§ **Activity**
This exercise calls for copying every line below that holds the word "serif".

*** Source data Section Begins ***

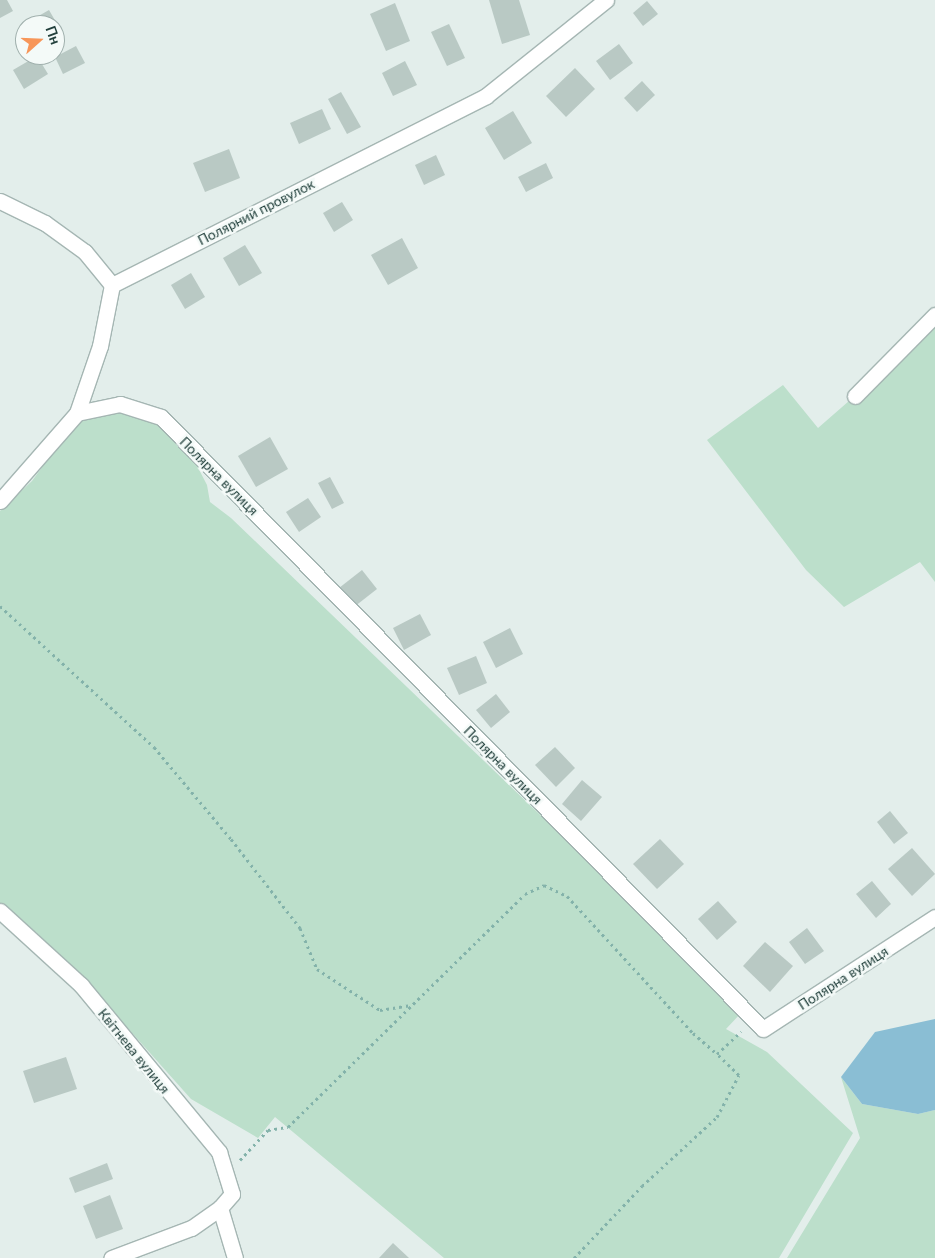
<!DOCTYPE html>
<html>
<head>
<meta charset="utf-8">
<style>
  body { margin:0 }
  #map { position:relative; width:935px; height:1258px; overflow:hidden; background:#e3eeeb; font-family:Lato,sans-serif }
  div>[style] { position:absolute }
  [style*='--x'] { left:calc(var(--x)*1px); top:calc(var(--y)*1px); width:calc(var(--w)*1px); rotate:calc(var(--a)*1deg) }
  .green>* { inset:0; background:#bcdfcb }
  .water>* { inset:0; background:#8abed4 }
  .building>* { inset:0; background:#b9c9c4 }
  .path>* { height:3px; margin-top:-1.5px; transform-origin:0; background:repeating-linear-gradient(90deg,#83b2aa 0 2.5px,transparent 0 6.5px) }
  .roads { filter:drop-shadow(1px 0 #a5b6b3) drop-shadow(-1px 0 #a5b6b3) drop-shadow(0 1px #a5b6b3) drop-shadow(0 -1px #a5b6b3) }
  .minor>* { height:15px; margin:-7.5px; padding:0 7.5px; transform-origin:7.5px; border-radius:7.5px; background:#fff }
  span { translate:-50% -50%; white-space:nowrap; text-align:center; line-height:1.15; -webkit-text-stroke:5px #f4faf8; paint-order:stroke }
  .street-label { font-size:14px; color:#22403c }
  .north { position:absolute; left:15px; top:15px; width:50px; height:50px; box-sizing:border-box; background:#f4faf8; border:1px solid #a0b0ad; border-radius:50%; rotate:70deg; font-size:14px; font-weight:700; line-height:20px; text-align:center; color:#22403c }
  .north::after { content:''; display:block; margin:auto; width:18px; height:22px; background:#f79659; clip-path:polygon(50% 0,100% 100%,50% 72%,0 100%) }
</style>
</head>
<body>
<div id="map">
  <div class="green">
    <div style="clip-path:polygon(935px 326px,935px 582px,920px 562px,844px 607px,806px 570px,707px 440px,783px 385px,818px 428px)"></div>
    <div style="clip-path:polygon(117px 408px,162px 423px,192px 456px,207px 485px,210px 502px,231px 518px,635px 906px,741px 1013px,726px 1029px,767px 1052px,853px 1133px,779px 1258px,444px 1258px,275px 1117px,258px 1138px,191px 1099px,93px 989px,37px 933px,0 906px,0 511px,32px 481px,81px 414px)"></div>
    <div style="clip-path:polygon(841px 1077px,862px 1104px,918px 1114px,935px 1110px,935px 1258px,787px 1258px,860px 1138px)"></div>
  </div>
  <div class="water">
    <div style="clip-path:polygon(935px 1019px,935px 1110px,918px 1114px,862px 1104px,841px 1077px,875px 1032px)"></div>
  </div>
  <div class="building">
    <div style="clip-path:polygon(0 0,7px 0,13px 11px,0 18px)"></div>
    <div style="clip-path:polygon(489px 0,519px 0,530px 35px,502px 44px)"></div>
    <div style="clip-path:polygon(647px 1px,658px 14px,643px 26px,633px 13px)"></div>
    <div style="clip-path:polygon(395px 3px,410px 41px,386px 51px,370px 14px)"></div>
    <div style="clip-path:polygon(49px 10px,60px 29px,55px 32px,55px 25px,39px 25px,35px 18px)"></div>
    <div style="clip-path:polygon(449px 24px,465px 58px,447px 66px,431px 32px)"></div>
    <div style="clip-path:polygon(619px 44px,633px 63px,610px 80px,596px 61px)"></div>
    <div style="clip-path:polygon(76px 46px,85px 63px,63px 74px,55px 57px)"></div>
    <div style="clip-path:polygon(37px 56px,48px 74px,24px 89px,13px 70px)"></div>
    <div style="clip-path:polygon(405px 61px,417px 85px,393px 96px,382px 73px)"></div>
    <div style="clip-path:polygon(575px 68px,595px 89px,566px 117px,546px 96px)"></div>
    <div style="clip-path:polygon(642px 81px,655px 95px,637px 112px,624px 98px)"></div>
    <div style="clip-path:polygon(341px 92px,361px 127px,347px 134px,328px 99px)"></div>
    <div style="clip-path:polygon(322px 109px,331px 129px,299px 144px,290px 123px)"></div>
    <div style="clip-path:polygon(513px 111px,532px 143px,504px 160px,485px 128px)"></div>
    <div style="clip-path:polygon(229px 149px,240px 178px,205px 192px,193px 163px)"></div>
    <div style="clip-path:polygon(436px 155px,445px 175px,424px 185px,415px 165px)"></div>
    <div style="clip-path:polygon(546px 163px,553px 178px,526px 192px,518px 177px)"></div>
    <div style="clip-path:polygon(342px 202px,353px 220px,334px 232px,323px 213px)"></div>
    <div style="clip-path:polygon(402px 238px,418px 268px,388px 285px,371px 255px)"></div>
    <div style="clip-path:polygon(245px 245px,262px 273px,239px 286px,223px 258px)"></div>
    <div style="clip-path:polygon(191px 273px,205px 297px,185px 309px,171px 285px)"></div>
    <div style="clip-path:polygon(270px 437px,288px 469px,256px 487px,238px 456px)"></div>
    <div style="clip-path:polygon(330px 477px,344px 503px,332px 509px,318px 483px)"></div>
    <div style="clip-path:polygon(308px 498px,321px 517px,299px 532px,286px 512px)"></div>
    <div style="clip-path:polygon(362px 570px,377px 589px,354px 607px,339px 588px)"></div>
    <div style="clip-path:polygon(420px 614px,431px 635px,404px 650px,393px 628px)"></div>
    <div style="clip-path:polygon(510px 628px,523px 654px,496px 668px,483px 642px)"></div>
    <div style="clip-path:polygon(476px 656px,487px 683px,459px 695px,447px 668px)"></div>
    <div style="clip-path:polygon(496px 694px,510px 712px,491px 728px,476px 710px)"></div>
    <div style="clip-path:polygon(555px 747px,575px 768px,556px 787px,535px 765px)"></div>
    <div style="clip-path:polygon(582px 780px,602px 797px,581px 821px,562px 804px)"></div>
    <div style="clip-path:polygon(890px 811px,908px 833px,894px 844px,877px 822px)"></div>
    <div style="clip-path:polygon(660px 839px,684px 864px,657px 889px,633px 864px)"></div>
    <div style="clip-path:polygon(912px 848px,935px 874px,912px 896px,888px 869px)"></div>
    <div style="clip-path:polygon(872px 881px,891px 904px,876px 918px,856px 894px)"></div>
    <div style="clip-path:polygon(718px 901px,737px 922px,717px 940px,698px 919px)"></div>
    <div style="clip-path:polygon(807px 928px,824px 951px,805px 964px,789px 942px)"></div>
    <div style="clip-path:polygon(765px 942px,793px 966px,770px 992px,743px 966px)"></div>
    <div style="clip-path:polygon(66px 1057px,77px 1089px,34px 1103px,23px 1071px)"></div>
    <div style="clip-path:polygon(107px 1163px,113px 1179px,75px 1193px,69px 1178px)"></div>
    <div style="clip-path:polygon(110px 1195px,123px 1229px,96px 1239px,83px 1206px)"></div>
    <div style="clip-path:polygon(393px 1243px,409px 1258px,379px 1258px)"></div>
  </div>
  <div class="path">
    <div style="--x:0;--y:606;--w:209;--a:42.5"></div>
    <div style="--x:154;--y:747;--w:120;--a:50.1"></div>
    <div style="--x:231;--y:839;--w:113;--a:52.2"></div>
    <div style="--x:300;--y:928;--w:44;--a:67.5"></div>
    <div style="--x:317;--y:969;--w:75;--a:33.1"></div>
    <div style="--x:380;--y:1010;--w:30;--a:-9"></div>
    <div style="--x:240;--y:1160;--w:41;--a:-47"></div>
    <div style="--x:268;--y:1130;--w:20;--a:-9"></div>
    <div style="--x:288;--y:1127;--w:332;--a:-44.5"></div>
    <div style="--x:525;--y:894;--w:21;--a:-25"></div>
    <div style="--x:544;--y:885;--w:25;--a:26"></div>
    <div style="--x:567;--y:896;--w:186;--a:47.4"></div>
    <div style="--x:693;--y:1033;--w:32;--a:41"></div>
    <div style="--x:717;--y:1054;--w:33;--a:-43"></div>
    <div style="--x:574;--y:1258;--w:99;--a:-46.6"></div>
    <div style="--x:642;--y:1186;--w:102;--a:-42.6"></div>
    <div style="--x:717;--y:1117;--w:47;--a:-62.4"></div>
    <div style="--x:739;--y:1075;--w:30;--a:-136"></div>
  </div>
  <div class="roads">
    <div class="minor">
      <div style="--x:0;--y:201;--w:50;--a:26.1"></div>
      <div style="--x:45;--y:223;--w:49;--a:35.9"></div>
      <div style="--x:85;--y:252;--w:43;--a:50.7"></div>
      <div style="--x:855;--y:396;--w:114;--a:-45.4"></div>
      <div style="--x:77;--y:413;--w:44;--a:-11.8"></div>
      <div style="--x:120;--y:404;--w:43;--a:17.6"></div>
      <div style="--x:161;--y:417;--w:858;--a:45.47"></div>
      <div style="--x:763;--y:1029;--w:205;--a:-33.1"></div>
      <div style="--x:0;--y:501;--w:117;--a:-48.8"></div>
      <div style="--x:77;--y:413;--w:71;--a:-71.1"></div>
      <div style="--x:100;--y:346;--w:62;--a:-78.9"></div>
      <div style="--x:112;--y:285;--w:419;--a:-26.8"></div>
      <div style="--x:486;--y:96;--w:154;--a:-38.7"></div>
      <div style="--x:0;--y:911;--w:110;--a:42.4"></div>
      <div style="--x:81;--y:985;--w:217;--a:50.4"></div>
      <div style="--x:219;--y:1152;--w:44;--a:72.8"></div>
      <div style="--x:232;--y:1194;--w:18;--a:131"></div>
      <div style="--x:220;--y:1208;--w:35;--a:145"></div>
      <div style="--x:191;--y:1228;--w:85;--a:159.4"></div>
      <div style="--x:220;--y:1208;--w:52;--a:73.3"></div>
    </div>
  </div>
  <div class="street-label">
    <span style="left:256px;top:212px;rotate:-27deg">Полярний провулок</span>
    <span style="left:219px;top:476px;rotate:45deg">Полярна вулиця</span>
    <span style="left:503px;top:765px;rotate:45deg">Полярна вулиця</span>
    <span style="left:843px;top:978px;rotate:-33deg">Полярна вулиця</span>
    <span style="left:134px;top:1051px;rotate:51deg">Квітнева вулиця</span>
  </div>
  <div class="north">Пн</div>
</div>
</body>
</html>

*** Source data Section Ends ***
*** Source data Section Begins ***

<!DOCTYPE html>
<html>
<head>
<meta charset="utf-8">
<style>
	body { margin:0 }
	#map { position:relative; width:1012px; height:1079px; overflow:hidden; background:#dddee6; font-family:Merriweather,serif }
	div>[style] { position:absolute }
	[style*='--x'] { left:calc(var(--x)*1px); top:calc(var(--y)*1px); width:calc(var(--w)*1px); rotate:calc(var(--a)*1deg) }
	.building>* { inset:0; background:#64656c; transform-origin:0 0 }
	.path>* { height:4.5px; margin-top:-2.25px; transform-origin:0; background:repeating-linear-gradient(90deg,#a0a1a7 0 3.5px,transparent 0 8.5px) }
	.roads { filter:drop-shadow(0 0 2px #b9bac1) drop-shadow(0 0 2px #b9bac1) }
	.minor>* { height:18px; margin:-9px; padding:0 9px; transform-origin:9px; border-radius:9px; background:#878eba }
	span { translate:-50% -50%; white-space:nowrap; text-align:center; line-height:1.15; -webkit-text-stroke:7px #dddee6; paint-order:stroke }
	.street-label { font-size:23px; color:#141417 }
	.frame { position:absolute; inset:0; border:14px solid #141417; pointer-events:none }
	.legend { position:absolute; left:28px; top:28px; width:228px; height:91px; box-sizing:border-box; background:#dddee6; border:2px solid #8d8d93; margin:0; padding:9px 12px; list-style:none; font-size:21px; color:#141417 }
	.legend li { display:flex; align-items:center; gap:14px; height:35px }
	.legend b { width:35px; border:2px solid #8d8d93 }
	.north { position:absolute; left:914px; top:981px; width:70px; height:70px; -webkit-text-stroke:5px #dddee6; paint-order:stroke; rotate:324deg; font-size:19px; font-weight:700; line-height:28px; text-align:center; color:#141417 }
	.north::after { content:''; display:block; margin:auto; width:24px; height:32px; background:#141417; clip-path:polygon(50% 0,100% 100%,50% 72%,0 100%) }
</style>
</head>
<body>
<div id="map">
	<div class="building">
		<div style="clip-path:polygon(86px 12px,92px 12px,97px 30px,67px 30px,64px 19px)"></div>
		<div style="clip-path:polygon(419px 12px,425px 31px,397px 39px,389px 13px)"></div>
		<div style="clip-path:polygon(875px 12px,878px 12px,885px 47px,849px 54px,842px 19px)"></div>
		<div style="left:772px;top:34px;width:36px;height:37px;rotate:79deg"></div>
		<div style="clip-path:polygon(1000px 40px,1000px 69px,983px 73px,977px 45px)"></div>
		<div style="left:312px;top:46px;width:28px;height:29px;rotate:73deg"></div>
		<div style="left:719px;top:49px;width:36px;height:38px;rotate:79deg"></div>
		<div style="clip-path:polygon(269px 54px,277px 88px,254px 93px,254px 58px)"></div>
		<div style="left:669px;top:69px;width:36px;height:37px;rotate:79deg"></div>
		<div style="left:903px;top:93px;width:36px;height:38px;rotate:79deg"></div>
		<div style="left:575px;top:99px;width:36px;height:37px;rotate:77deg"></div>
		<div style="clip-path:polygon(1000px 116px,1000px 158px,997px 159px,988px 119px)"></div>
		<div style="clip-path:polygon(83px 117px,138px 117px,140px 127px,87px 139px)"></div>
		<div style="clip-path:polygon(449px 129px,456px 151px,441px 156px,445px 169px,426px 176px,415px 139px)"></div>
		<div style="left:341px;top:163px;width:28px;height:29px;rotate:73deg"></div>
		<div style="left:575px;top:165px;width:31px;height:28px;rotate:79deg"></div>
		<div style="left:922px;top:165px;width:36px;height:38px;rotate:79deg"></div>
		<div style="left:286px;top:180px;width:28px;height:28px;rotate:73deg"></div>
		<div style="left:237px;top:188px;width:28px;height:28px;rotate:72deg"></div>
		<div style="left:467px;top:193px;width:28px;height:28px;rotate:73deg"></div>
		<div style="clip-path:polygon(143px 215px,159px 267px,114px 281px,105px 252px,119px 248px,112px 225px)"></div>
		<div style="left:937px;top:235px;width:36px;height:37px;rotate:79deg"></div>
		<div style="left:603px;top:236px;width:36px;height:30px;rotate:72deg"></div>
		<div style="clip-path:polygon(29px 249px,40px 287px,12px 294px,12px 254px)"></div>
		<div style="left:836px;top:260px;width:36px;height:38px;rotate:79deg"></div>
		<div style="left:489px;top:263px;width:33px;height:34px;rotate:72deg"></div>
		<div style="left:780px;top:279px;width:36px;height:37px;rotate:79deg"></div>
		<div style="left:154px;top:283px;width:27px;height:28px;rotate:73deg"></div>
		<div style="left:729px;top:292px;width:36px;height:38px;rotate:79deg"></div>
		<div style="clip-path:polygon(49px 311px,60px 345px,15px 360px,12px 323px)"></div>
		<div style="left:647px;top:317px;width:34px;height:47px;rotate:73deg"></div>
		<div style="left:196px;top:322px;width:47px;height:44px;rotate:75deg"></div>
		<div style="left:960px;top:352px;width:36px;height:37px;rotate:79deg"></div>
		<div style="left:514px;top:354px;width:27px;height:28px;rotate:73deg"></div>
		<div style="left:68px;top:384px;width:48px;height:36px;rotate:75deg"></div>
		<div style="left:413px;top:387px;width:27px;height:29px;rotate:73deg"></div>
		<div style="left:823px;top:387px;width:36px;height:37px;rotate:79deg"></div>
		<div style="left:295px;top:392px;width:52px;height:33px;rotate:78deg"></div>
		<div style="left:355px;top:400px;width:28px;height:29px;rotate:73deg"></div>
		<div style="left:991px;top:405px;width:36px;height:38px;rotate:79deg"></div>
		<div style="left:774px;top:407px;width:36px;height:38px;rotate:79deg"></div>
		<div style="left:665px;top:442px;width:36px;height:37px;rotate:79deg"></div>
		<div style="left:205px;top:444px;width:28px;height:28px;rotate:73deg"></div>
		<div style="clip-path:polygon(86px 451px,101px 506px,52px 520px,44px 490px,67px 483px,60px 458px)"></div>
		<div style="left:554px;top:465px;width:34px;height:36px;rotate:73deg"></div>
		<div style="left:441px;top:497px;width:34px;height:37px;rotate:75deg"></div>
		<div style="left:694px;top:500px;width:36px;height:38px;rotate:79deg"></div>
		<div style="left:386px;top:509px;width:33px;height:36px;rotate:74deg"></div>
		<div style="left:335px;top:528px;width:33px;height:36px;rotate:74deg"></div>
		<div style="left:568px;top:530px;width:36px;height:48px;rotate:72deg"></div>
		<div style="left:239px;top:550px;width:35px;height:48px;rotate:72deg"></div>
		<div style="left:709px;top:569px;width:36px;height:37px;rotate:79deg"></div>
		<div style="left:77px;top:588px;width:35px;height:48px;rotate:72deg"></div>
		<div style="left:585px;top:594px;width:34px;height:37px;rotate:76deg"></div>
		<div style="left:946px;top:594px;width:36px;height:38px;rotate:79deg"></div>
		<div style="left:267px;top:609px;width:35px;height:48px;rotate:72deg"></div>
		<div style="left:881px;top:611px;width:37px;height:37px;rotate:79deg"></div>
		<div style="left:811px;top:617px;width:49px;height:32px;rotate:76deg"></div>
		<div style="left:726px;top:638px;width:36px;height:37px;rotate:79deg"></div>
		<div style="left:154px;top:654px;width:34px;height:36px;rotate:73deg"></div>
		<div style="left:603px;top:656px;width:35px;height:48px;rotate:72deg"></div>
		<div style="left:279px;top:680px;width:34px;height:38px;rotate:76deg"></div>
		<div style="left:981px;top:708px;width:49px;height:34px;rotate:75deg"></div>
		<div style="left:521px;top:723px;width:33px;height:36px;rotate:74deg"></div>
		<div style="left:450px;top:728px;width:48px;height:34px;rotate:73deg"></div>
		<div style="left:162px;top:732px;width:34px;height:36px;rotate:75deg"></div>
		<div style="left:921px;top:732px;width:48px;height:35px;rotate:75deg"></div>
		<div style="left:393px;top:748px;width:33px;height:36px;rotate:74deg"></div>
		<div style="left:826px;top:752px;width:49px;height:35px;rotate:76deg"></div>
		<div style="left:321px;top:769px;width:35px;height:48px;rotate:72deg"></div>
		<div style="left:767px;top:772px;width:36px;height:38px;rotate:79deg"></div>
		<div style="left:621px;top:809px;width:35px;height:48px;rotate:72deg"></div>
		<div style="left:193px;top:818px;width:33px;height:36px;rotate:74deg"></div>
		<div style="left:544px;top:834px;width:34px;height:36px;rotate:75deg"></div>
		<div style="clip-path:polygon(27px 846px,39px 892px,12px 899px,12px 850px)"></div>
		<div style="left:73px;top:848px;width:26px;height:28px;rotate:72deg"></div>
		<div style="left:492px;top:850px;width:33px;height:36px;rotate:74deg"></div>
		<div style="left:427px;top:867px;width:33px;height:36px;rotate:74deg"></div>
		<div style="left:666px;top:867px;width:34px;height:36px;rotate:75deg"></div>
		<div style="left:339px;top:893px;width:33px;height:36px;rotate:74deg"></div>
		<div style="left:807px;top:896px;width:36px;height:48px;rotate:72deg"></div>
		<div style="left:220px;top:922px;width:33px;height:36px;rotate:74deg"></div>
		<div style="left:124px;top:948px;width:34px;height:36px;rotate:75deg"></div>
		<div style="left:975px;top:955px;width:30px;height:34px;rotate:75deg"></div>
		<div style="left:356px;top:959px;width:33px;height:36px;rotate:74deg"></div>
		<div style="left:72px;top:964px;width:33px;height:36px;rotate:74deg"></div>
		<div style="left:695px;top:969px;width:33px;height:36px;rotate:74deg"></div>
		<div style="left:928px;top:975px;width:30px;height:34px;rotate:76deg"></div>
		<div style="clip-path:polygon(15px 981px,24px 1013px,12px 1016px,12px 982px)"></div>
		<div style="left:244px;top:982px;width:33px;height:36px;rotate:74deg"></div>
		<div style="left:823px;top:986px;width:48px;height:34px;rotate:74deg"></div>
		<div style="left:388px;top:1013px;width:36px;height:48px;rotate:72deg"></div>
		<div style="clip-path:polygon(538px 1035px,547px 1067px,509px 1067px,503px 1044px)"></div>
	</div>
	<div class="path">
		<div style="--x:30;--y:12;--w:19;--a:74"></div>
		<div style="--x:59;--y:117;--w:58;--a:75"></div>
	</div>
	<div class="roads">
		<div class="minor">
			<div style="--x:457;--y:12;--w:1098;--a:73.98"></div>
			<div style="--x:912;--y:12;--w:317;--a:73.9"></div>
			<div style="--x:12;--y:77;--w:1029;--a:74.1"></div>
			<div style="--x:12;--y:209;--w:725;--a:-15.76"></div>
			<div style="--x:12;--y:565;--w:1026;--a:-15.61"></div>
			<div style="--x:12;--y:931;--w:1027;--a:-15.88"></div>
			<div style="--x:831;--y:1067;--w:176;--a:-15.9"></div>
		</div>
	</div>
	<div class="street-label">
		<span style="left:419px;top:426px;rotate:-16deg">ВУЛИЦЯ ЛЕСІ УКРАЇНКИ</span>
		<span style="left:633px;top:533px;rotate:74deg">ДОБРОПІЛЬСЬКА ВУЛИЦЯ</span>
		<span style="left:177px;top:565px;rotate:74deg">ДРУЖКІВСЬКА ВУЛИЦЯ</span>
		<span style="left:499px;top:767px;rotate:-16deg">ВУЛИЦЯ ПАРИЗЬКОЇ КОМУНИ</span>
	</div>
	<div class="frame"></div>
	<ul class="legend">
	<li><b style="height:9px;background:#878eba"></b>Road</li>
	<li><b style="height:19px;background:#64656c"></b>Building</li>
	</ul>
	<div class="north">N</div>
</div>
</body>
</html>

*** Source data Section Ends ***

§ **Output below**
  #map { position:relative; width:935px; height:1258px; overflow:hidden; background:#e3eeeb; font-family:Lato,sans-serif }
	#map { position:relative; width:1012px; height:1079px; overflow:hidden; background:#dddee6; font-family:Merriweather,serif }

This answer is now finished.